- Pay-for-performance programs are meant to improve quality and outcomes while lowering healthcare costs. But researchers found one program did not affect performance measures and could actually contribute to healthcare disparities without improving performance if risk-adjustment formulas and incentives are inadequate, a study in the Annals of Internal Medicine concluded.
- The researchers analyzed Medicare claims to see the impact on performance when practices with 100 or more clinicians were exposed to full Value-Based Payment Modifier (VM) incentives (penalties and bonuses) and practices with 10 or more clinicians were exposed to penalties only. They also looked at how adjusting for additional patient characteristics affected performance between practices serving higher- versus lower-risk patients.

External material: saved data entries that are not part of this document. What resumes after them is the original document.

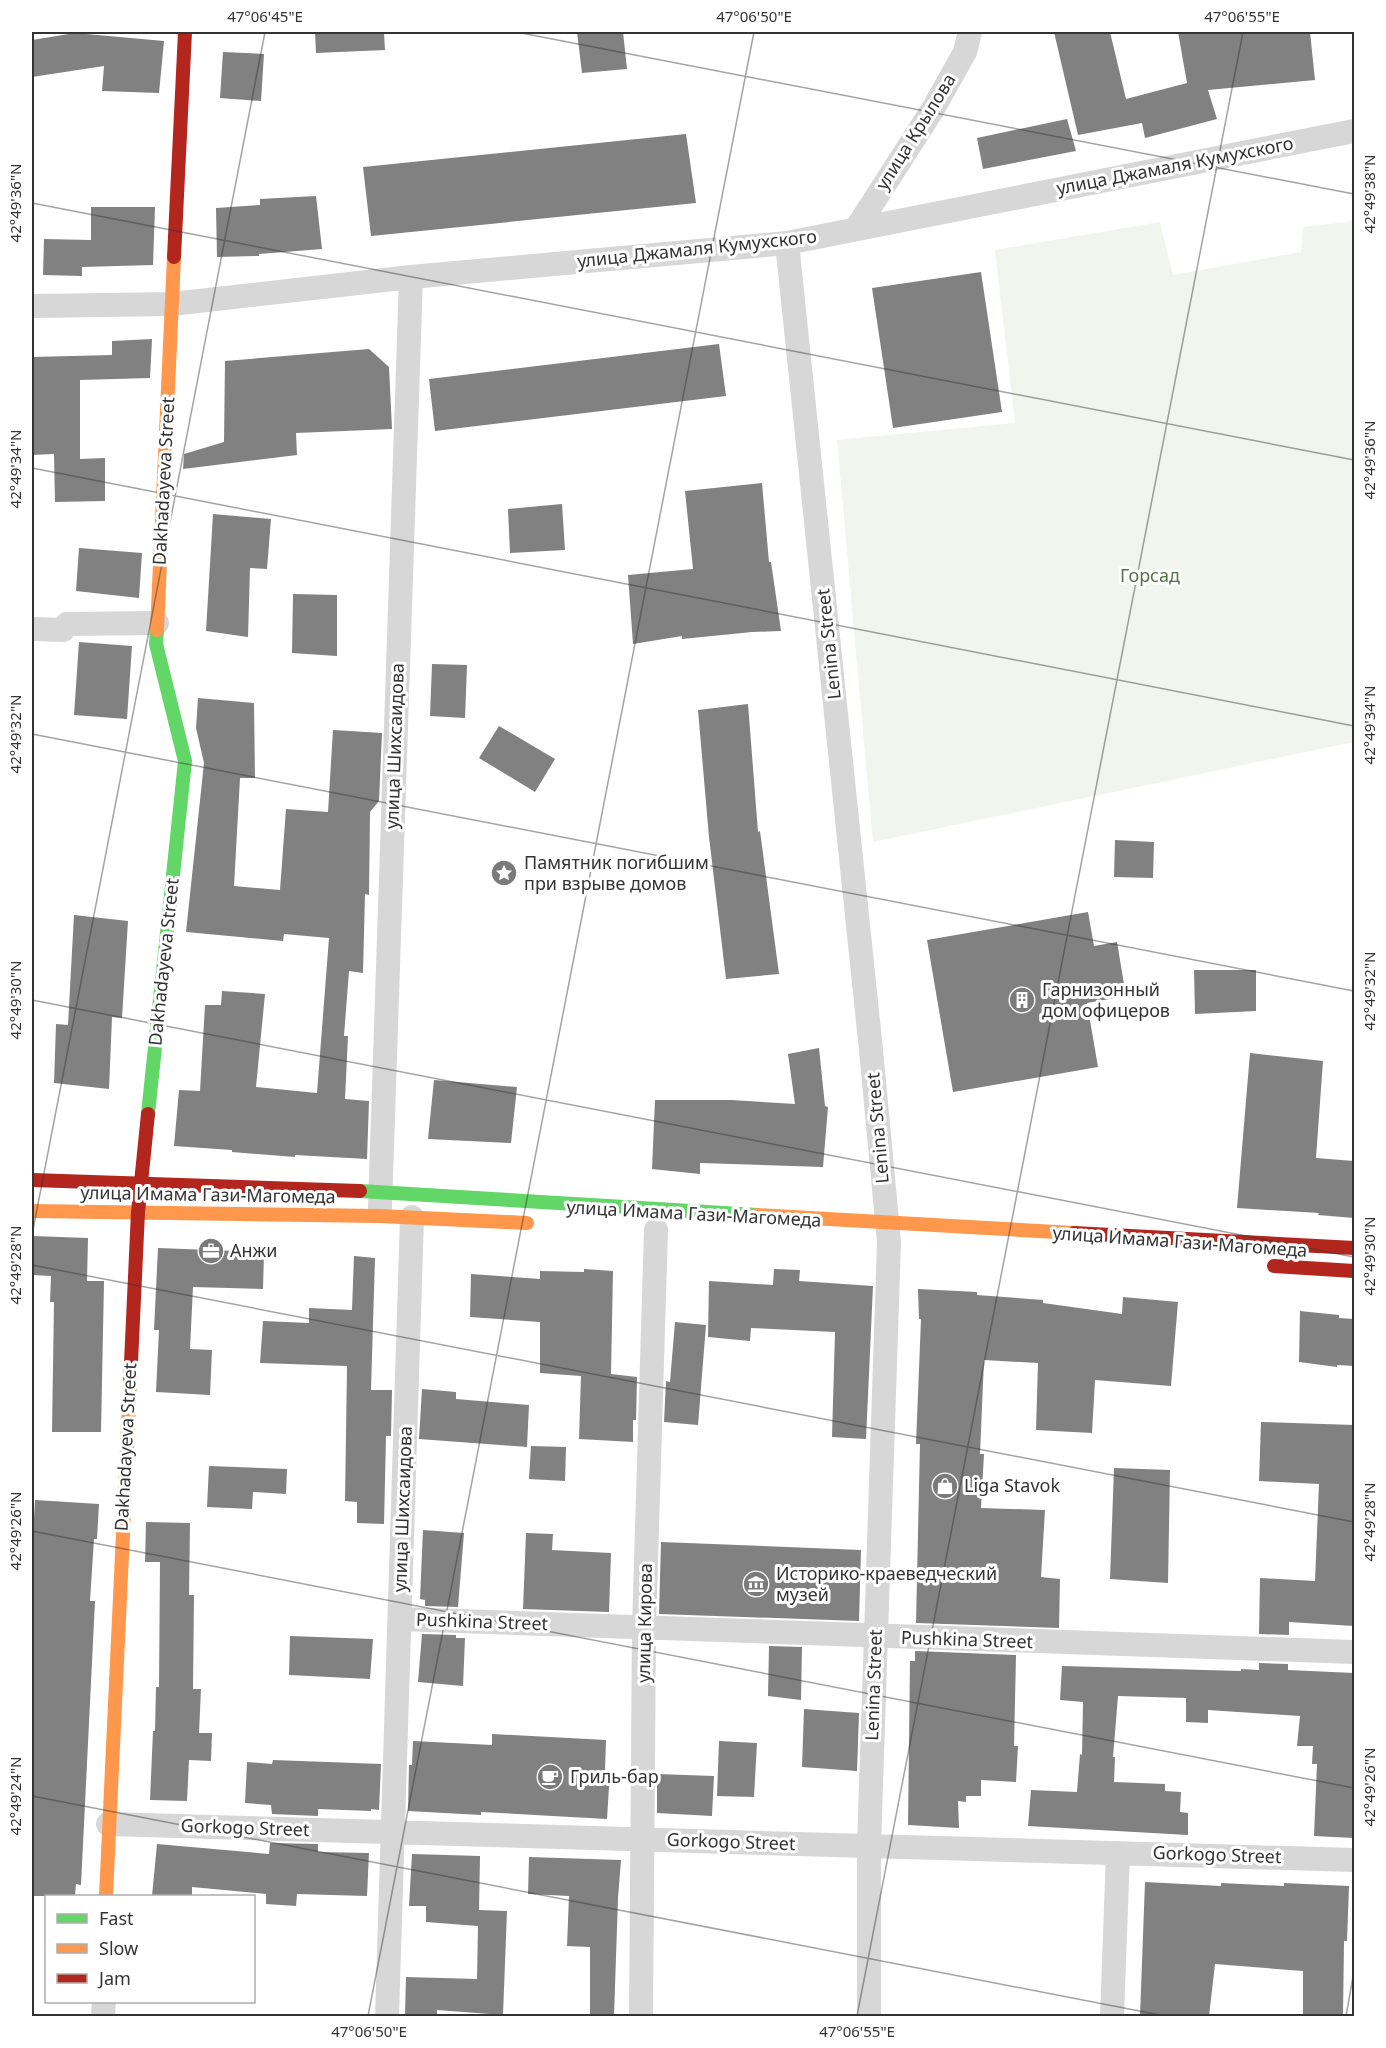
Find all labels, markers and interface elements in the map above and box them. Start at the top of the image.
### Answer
text: 47°06'45"E [227,6,303,26]
text: 47°06'50"E [716,6,792,26]
text: 47°06'55"E [1204,6,1280,26]
street label: улица Крылова [870,69,961,194]
street label: улица Джамаля Кумухского [1054,130,1295,200]
text: 42°49'38"N [1359,155,1379,233]
text: 42°49'36"N [5,164,25,242]
street label: улица Джамаля Кумухского [576,223,818,273]
street label: Dakhadayeva Street [147,396,179,566]
text: 42°49'36"N [1359,421,1379,499]
text: 42°49'34"N [5,430,25,508]
park label: Горсад [1120,563,1180,587]
street label: Lenina Street [810,587,846,701]
street label: улица Шихсаидова [379,662,409,829]
text: 42°49'34"N [1359,686,1379,764]
text: 42°49'32"N [5,695,25,773]
place label: Памятник погибшим при взрыве домов [524,850,709,895]
place icon: Памятник погибшим при взрыве домов [489,858,519,888]
street label: Dakhadayeva Street [142,876,184,1047]
text: 42°49'32"N [1359,952,1379,1030]
text: 42°49'30"N [5,961,25,1039]
place label: Гарнизонный дом офицеров [1042,977,1170,1022]
building icon: Гарнизонный дом офицеров [1007,985,1037,1015]
street label: Lenina Street [860,1071,894,1185]
street label: улица Имама Гази-Магомеда [80,1180,336,1208]
street label: улица Имама Гази-Магомеда [566,1194,822,1232]
text: 42°49'30"N [1359,1217,1379,1295]
street label: улица Имама Гази-Магомеда [1052,1220,1308,1262]
text: 42°49'28"N [5,1226,25,1304]
office icon: Анжи [196,1236,226,1266]
place label: Анжи [230,1238,277,1262]
street label: Dakhadayeva Street [109,1362,141,1532]
street label: улица Шихсаидова [387,1425,417,1592]
shop icon: Liga Stavok [930,1471,960,1501]
place label: Liga Stavok [964,1473,1060,1497]
text: 42°49'28"N [1359,1483,1379,1561]
text: 42°49'26"N [5,1492,25,1570]
place label: Историко-краеведческий музей [776,1561,997,1606]
street label: улица Кирова [631,1563,657,1683]
museum icon: Историко-краеведческий музей [741,1569,771,1599]
street label: Pushkina Street [416,1607,549,1635]
street label: Pushkina Street [901,1625,1034,1653]
street label: Lenina Street [859,1628,887,1741]
text: 42°49'26"N [1359,1748,1379,1826]
text: 42°49'24"N [5,1757,25,1835]
cafe icon: Гриль-бар [535,1762,565,1792]
place label: Гриль-бар [570,1764,659,1788]
street label: Gorkogo Street [180,1813,310,1841]
street label: Gorkogo Street [666,1827,796,1855]
street label: Gorkogo Street [1152,1840,1282,1868]
legend [45,1895,255,2003]
text: Fast [99,1906,134,1930]
text: Slow [99,1936,138,1960]
text: Jam [97,1966,131,1990]
text: 47°06'50"E [331,2021,407,2041]
text: 47°06'55"E [819,2021,895,2041]

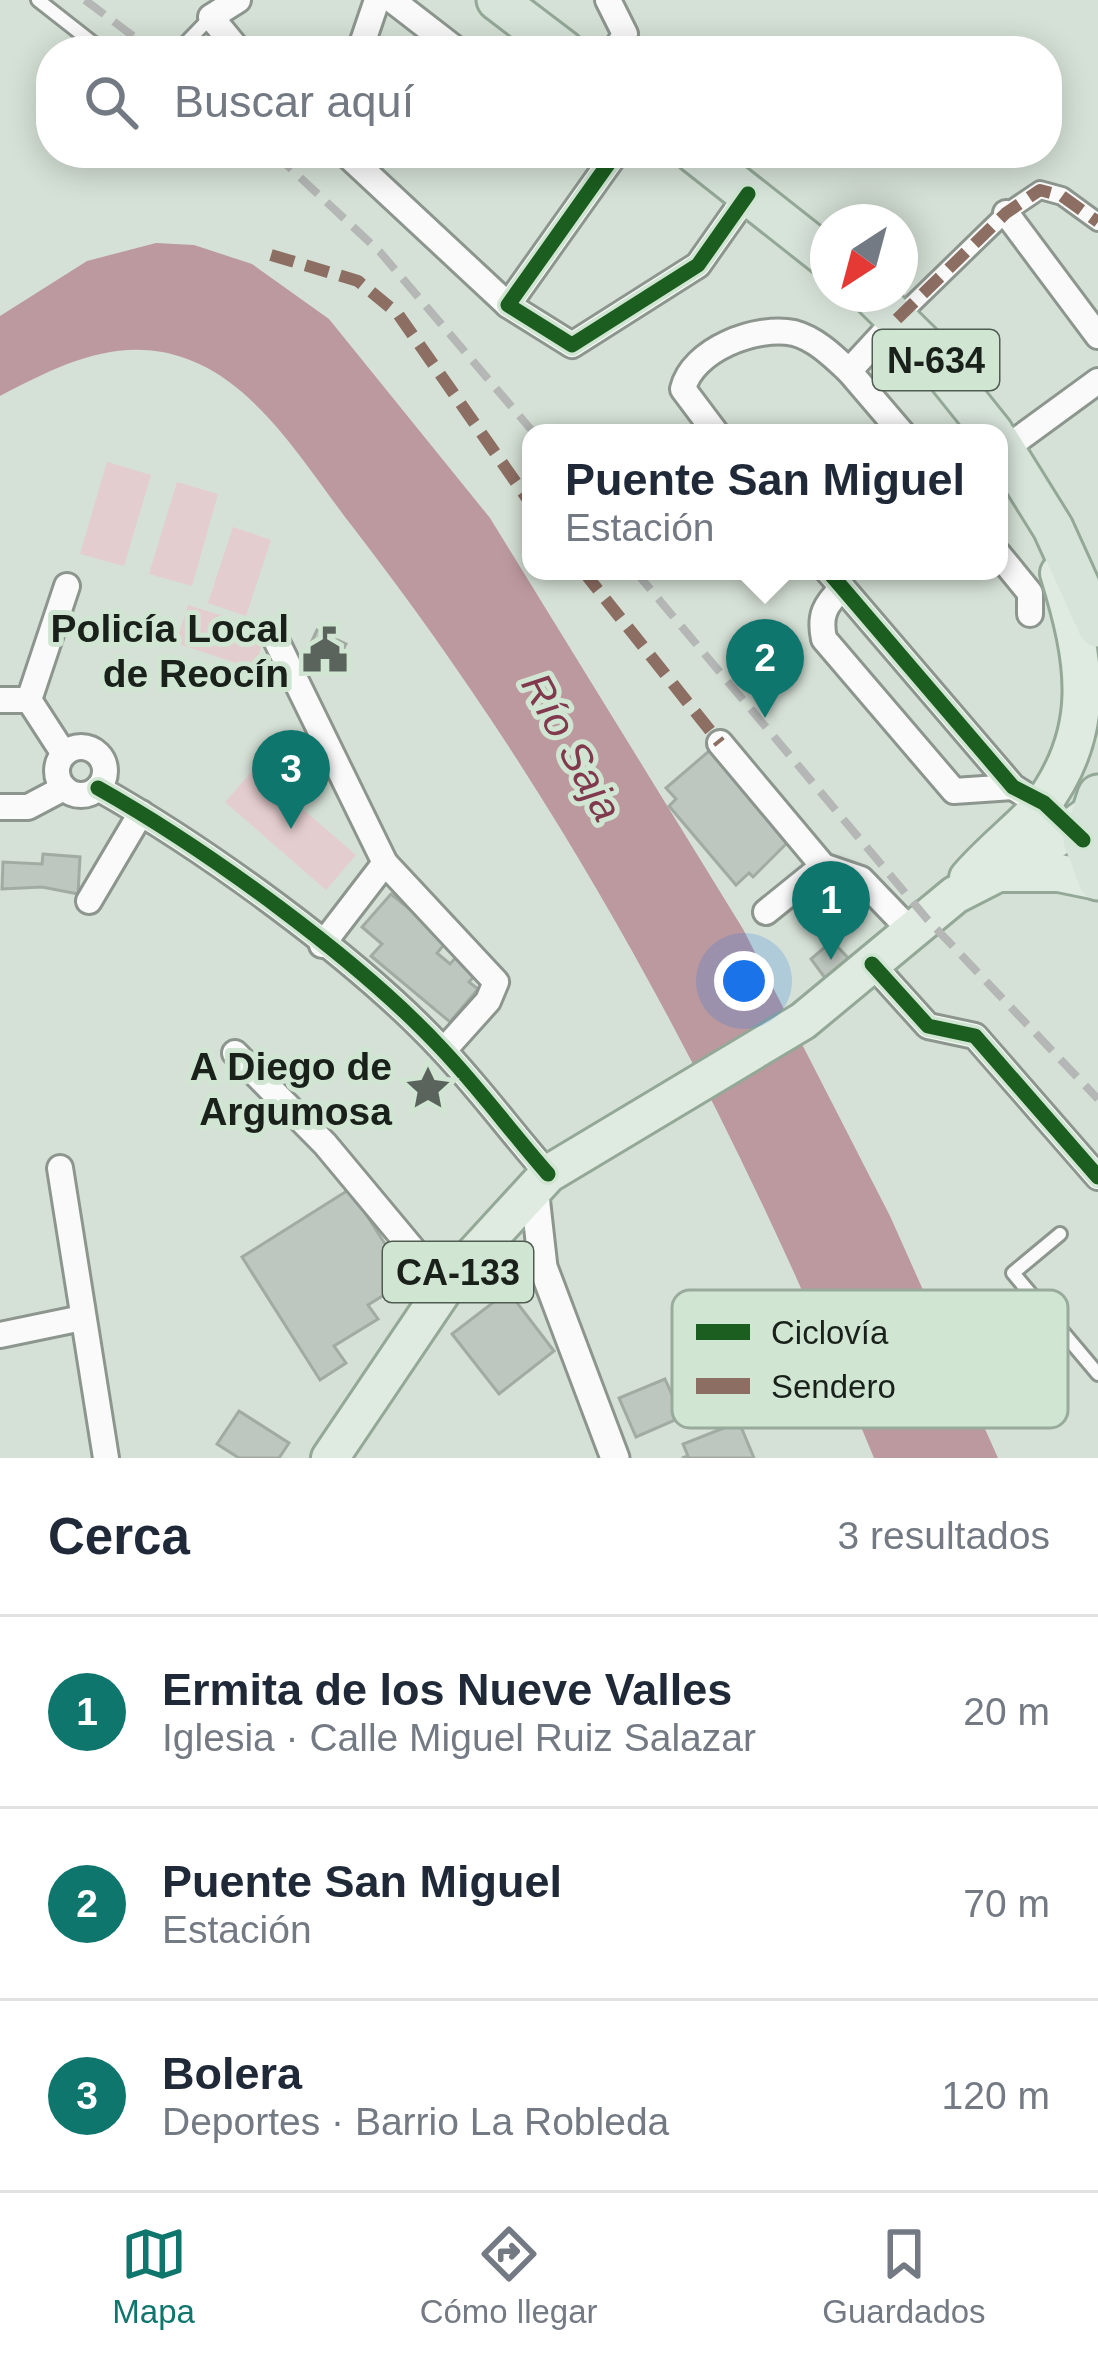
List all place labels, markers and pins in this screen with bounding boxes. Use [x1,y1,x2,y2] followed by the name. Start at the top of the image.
[51,607,289,695] place label: Policía Local de Reocín
[726,619,804,718] pin: 2
[300,625,350,675] public building icon: Policía Local de Reocín
[252,730,330,829] pin: 3
[792,861,870,960] pin: 1
[190,1045,392,1133] place label: A Diego de Argumosa
[403,1063,453,1113] place icon: A Diego de Argumosa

- They found no statistically significant discontinuities between larger and smaller practices and performance. However, there were considerable differences when additional adjustments were made for practices with higher- and lower-risk patients, raising the potential for greater disparities in care, the study stated. An accompanying editorial from Austin Frakt and Ashish Jha stated the article "should be the final nail in the coffin of the current generation of P4P."
As more and more providers participate in value-based payment models, the study raises questions about how well some models work.
One of the drawbacks for VM is many of the performance measures have only been adjusted for a small number of patient characteristics, so the performance scores may reflect a mix of patient characteristics and quality activities, rather than just differences in quality of care, according to the study.
The researchers looked at four performance and spending measures: hospitalization for ambulatory care-sensitive conditions, all-cause 30-day readmissions, Medicare spending and mortality. Medicare claims from 2014 were analyzed for both large and small practices, and 2015 claims were also reviewed for large practices to assess VM impact in the second year of the program.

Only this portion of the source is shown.